I won't lie, there are definitely gory parts and Jennifer Craig does not gloss over the nasty hours of cleaning out bedpans and the man whose leg she felt pull off of his body.  This doesn't repulse me like it does some people, so I wouldn't recommend this book to just anyone because of that.  But to counteract the sometimes dark parts of nursing, such as seeing a dead body for the first time, there are things like the old man with the funny Yorkshire accent and the hours spent laughing with fellow nurses over funny incidents.

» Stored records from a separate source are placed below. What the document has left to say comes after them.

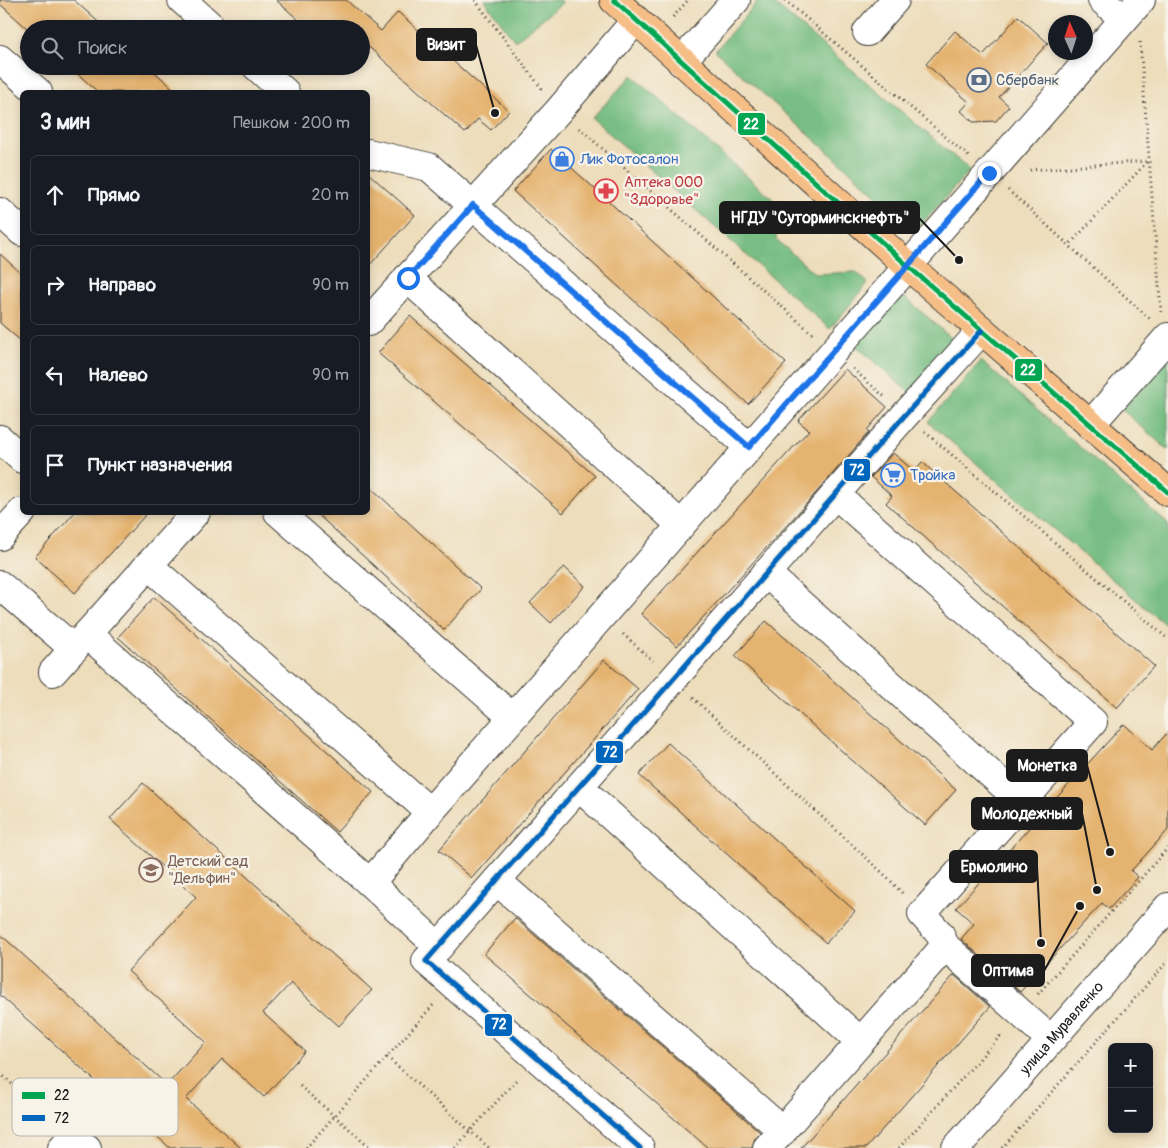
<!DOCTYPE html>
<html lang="ru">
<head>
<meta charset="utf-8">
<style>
  :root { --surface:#171b24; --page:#20242c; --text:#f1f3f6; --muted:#9ea1a6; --line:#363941 }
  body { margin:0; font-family:Pangolin,sans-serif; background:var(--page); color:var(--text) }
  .controls { position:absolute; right:15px; bottom:15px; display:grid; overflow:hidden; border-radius:8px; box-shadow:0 2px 8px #0003 }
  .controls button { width:45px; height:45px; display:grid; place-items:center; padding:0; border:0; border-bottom:1px solid var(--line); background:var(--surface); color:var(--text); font:25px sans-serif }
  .compass { position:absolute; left:1048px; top:15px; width:45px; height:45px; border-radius:50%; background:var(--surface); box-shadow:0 2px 8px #0003; rotate:357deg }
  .stop { position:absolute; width:15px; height:15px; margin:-11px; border:4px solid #1a73e8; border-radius:50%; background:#fff }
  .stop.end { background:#1a73e8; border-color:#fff; box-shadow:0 1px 5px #0008 }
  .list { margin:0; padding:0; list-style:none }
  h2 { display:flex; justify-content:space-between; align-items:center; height:65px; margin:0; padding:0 20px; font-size:21px }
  h2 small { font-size:16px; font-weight:400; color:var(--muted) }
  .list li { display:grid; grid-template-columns:32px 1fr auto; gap:15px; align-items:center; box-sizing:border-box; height:80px; margin:0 10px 10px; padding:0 10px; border:1px solid var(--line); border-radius:8px }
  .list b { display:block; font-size:19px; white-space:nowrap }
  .list em { font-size:16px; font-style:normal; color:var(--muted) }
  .icon { flex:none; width:28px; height:28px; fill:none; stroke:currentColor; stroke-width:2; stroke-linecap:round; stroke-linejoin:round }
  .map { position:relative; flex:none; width:1168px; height:1148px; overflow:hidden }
  .search { position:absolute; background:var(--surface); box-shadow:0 2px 8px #0003; left:20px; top:20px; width:350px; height:55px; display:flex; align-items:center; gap:12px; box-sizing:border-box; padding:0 18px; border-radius:28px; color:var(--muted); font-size:19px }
  .panel { position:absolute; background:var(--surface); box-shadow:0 2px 8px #0003; left:20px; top:90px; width:350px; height:425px; border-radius:8px }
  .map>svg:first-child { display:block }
  .forest { fill:#78be84; stroke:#4a6d50 }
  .building { fill:#e5b370 }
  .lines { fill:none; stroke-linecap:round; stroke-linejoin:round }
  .minor-casing { stroke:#3b3934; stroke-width:30 }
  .major-casing { stroke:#3b3934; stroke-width:30 }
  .path { stroke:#3b3934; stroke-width:3; stroke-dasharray:1 4; stroke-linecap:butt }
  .minor { stroke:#fff; stroke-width:28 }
  .major { stroke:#f6be87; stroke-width:28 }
  .bus-1-casing { stroke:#f7f3e8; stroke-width:9 }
  .bus-2-casing { stroke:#f7f3e8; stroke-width:9 }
  .bus-1 { stroke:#00a651; stroke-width:5 }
  .bus-2 { stroke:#0065bd; stroke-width:5 }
  .route { stroke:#1a73e8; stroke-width:6 }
  .labels { text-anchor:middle; stroke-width:4.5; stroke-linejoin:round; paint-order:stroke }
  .service-label { font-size:15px; fill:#4e5e75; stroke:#f7f3e8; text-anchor:start }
  .shop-label { font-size:15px; fill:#366cbe; stroke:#f7f3e8; text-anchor:start }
  .health-label { font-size:15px; fill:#be3a42; stroke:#f7f3e8; text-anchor:start }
  .education-label { font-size:15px; fill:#785e54; stroke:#f7f3e8; text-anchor:start }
  .street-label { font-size:15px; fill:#1c1c1c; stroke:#f7f3e8 }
  .key { fill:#f7f3e8; stroke:#b5b2ab; stroke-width:1 }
  .key-label { font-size:14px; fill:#1c1c1c }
  .leader { fill:none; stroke:#1c1c1c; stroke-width:2 }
  .callout-dot { fill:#1c1c1c; stroke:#f7f3e8; stroke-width:2 }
  .callout { fill:#1c1c1c; stroke:#1c1c1c; stroke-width:2 }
  .callout-label { font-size:16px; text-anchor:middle; font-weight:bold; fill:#fff }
  .line-badge { stroke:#f7f3e8; stroke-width:2 }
  .badge-label { font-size:14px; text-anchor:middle; font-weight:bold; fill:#fff }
</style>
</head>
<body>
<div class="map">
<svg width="1168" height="1148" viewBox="0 0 1168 1148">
  <rect width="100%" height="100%" fill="#f7f3e8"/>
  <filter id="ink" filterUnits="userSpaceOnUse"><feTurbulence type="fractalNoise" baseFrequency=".02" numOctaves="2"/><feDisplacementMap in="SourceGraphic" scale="10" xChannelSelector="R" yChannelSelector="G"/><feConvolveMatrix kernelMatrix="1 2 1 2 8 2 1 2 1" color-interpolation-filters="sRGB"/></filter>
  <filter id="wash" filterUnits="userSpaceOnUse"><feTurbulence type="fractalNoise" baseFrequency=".0096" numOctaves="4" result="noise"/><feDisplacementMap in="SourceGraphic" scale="20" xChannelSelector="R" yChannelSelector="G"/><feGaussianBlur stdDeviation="1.12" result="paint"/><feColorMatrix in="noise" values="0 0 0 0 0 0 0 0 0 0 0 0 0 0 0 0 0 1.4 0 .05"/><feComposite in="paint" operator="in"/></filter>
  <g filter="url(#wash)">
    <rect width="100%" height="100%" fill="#edddbb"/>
    <g class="forest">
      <polygon points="484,0 560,0 562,3 515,41"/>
      <polygon points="759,0 770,0 970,170 916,230 715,51"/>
      <polygon points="632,75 777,203 776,239 815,274 856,272 868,283 830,329 592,118"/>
      <polygon points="900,293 958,344 913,396 854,344"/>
      <polygon points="1166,357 1168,359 1168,450 1120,408"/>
      <polygon points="981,361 1168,524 1168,627 928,422"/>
    </g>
    <g id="blocks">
      <g class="building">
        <polygon points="0,0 74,0 106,29 29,30 0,4"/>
        <polygon points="276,0 346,0 381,31 398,12 509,111 491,130 478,119 465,133 361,40 361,29 309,29"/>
        <polygon points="1018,16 1048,43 999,97 1009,106 996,121 973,122 961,111 969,102 926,64 955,31 983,55"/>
        <polygon points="69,66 148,66 177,92 98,92"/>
        <polygon points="551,149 786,363 748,404 513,191"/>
        <polygon points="368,173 415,215 368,267"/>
        <polygon points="0,254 22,274 22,342 0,323"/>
        <polygon points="410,316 595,476 563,513 378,353"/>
        <polygon points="845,369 887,407 867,430 869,432 808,502 677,646 641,614 809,430 798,421"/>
        <polygon points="893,453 914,471 922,462 1154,666 1117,708 886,503 892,496 871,477"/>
        <polygon points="368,485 481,589 444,630 315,512 368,512"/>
        <polygon points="75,512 148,512 75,593 35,557"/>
        <polygon points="564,567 585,586 551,623 530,603"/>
        <polygon points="154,597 373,792 337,832 118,637"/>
        <polygon points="766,621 956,790 925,825 735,656"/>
        <polygon points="604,660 638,689 472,878 439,850"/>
        <polygon points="1124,724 1152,750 1168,732 1168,830 1131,871 1138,877 1109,909 1102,903 1020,992 961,939 974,924 956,908"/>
        <polygon points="668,743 855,911 826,943 639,775"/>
        <polygon points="143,783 372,990 339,1026 291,983 263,1013 305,1051 264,1097 222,1059 186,1099 241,1148 170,1148 0,995 0,934 167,1085 206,1042 128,971 196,897 110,819"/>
        <polygon points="515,918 760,1132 755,1138 752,1148 708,1148 484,954"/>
        <polygon points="954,975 990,1007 866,1148 801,1148"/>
      </g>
    </g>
  </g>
  <g filter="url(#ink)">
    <use href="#blocks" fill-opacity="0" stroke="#3b3934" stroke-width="1"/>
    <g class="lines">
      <g class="minor-casing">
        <g id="minor">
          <polyline points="182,0 214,29"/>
          <polyline points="1102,0 1124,19"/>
          <polyline points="867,32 895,0"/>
          <polyline points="0,59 38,92"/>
          <polyline points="681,62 736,0"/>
          <polyline points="256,66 285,92"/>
          <polyline points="368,153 429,167 749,447"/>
          <polyline points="0,212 22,232"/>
          <polyline points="407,278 681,525"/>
          <polyline points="368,322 560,109 635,21"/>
          <polyline points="1090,425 1168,337"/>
          <polyline points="0,439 22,459"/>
          <polyline points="278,512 512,717"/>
          <polyline points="0,536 22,512"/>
          <polyline points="148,565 430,812"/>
          <polyline points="766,573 1022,802"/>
          <polyline points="0,585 74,649"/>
          <polyline points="87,634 370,883"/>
          <polyline points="53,672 196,512"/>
          <polyline points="579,787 860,1041"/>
          <polyline points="497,881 783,1131"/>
          <polyline points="453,930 439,947 370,883 430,812 1141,0"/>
          <polyline points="945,946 1050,1039"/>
          <polyline points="62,1148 71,1138 87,1148"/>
          <polyline points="640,1148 426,961 905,415 982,330"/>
          <polyline points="767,1148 945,946 940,934 922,914 1093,722 835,494"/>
          <path id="s1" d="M 956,1148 L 1168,907"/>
        </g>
      </g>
      <g class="major-casing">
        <polyline id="major" points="614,0 908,266 1168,492"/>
      </g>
      <g class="path">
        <polyline points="475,0 542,89"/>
        <polyline points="785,0 969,157"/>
        <polyline points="673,17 688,0"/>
        <polyline points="1140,42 1161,312"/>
        <polyline points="579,128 813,334"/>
        <polyline points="1030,170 1148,161 1069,245"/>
        <polyline points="1008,190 1150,319"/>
        <polyline points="853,369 886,398"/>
        <polyline points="925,432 1168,639"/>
        <polyline points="623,634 653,661"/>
        <polyline points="693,698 887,877 904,895"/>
        <polyline points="1038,994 1168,848"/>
        <polyline points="387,1057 489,1148"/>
        <polyline points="0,1073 51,1120"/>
        <polyline points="300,1086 371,1148"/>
        <polyline points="306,1148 435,1003"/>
        <polyline points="455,1148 518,1078"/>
        <polyline points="899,1148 1002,1034"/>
        <polyline points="1002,1148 1168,961"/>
      </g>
      <use href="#minor" class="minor"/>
      <use href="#major" class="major"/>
      <g class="bus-1-casing">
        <polyline id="bus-1" points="614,0 908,266 1168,492"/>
      </g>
      <g class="bus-2-casing">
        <polyline id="bus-2" points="640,1148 426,961 905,415 982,330"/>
      </g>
      <use href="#bus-1" class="bus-1"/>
      <use href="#bus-2" class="bus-2"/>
    </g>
  </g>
  <g class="lines" filter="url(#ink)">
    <polyline class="route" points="408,278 473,205 749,447 989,173"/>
  </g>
  <defs>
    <g id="bank-ring" transform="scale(1.25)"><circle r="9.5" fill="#f7f3e8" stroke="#5c6f8a" stroke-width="1.5"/><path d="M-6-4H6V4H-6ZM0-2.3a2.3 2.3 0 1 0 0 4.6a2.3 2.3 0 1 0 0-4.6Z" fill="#5c6f8a"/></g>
    <g id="shop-ring" transform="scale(1.25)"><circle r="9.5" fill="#f7f3e8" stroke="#3f7fe0" stroke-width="1.5"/><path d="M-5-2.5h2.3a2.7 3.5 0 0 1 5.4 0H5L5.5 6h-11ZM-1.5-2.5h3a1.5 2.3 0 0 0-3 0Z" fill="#3f7fe0"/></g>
    <g id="pharmacy-ring" transform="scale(1.25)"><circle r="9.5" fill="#f7f3e8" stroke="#e0444e" stroke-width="1.5"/><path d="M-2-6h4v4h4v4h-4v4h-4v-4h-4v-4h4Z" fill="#e0444e"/></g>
    <g id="supermarket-ring" transform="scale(1.25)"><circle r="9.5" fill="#f7f3e8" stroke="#3f7fe0" stroke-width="1.5"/><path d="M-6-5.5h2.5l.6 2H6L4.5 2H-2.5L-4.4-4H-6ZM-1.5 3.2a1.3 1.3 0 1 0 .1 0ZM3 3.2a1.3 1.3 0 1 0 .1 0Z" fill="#3f7fe0"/></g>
    <g id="school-ring" transform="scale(1.25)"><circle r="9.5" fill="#f7f3e8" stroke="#8d6e63" stroke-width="1.5"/><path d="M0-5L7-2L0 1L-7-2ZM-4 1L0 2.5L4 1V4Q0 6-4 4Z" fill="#8d6e63"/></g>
  </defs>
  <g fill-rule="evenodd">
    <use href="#bank-ring" x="979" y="80"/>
    <use href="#shop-ring" x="562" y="159"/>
    <use href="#pharmacy-ring" x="606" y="191"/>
    <use href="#supermarket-ring" x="893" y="475"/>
    <use href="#school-ring" x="151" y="870"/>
  </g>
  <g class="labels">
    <g class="service-label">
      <text x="996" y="85">Сбербанк</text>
    </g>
    <g class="shop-label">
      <text x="580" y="164">Лик Фотосалон</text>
      <text x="910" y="480">Тройка</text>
    </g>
    <g class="health-label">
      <text x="624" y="187">Аптека ООО<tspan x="624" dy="17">"Здоровье"</tspan></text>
    </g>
    <g class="education-label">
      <text x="168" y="866">Детский сад<tspan x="168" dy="17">"Дельфин"</tspan></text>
    </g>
    <g class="street-label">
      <text dy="5" stroke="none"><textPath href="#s1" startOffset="160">улица Муравленко</textPath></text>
    </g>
  </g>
  <rect x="12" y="1078" width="166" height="58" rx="8" class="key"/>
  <rect x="22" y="1092" width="23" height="7" fill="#00a651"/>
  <rect x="22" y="1115" width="23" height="6" fill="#0065bd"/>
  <g class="key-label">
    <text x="54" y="1100">22</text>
    <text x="54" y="1123">72</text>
  </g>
  <path class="leader" d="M495 113L476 45M959 260L919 218M1110 852L1087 765M1097 890L1082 813M1041 943L1037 866M1080 906L1044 971"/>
  <g class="callout-dot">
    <circle cx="495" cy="113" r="5"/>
    <circle cx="959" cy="260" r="5"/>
    <circle cx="1110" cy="852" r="5"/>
    <circle cx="1097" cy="890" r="5"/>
    <circle cx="1041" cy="943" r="5"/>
    <circle cx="1080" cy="906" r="5"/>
  </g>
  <g class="callout">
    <rect x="417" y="29" width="59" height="31" rx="5"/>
    <rect x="720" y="202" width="199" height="31" rx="5"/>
    <rect x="1007" y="750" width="80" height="31" rx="5"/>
    <rect x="972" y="798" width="110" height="31" rx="5"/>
    <rect x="950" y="851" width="87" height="31" rx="5"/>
    <rect x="972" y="955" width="72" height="31" rx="5"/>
  </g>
  <g class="callout-label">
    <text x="446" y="50">Визит</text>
    <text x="820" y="223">НГДУ "Суторминскнефть"</text>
    <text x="1047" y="771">Монетка</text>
    <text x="1027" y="819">Молодежный</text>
    <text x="994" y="872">Ермолино</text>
    <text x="1008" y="976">Оптима</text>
  </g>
  <g class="line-badge">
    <rect x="737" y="112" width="29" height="24" rx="5" fill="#00a651"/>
    <rect x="1014" y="358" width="29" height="24" rx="5" fill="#00a651"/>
    <rect x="843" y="458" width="28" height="24" rx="5" fill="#0065bd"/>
    <rect x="595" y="740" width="29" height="24" rx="5" fill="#0065bd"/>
    <rect x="484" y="1013" width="29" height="24" rx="5" fill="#0065bd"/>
  </g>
  <g class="badge-label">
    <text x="751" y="129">22</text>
    <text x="1028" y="375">22</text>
    <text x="857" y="475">72</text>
    <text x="610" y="757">72</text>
    <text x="499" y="1029">72</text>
  </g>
</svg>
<div class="controls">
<button>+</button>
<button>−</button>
</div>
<svg class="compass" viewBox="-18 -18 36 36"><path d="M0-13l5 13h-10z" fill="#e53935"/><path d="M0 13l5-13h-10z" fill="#9ea1a6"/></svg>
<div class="stop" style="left:408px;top:278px"></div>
<div class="stop end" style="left:989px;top:173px"></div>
<div class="search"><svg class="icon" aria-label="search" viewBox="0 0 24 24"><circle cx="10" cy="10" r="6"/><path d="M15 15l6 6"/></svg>Поиск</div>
<section class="panel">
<h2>3 мин<small>Пешком · 200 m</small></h2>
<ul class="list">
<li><svg class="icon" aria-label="ahead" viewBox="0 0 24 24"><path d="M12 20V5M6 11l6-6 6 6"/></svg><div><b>Прямо</b></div><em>20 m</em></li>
<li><svg class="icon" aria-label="right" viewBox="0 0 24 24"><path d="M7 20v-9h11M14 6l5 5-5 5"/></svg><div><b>Направо</b></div><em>90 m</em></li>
<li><svg class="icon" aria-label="left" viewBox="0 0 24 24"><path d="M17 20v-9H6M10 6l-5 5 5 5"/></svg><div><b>Налево</b></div><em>90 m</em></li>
<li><svg class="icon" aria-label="arrive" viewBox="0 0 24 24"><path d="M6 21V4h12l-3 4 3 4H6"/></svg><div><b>Пункт назначения</b></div></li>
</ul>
</section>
</div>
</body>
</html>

Jennifer Craig, along with being a good nurse (or so it appears from the stories), is also a good writer.  She doesn't bog the reader down with piles of technical writing and parts of medical procedures that are mentioned are explain in layperson's language.  Her writing style is breezy and funny and there is nothing pedantic or solemn about the way she presents this life story.  I think that it's kind of the nurse's version of the James Herriot stories.   I've always loved Herriot's writing style, so it's great to find somebody else who has the gift of being good at their profession and at telling a story.

If you are completely put off by the occasional mention of blood and guts, then please do not pick up this book.  But if that doesn't faze you, then go ahead and read this.  The stories are fantastic.  I had a heck of a time finding this book.  It appears to be only sold with Amazon UK and I couldn't find it at the library.  I finally found some place in North Carolina that had the book used.  So if you have this book at your library or close to you somewhere, you're very lucky!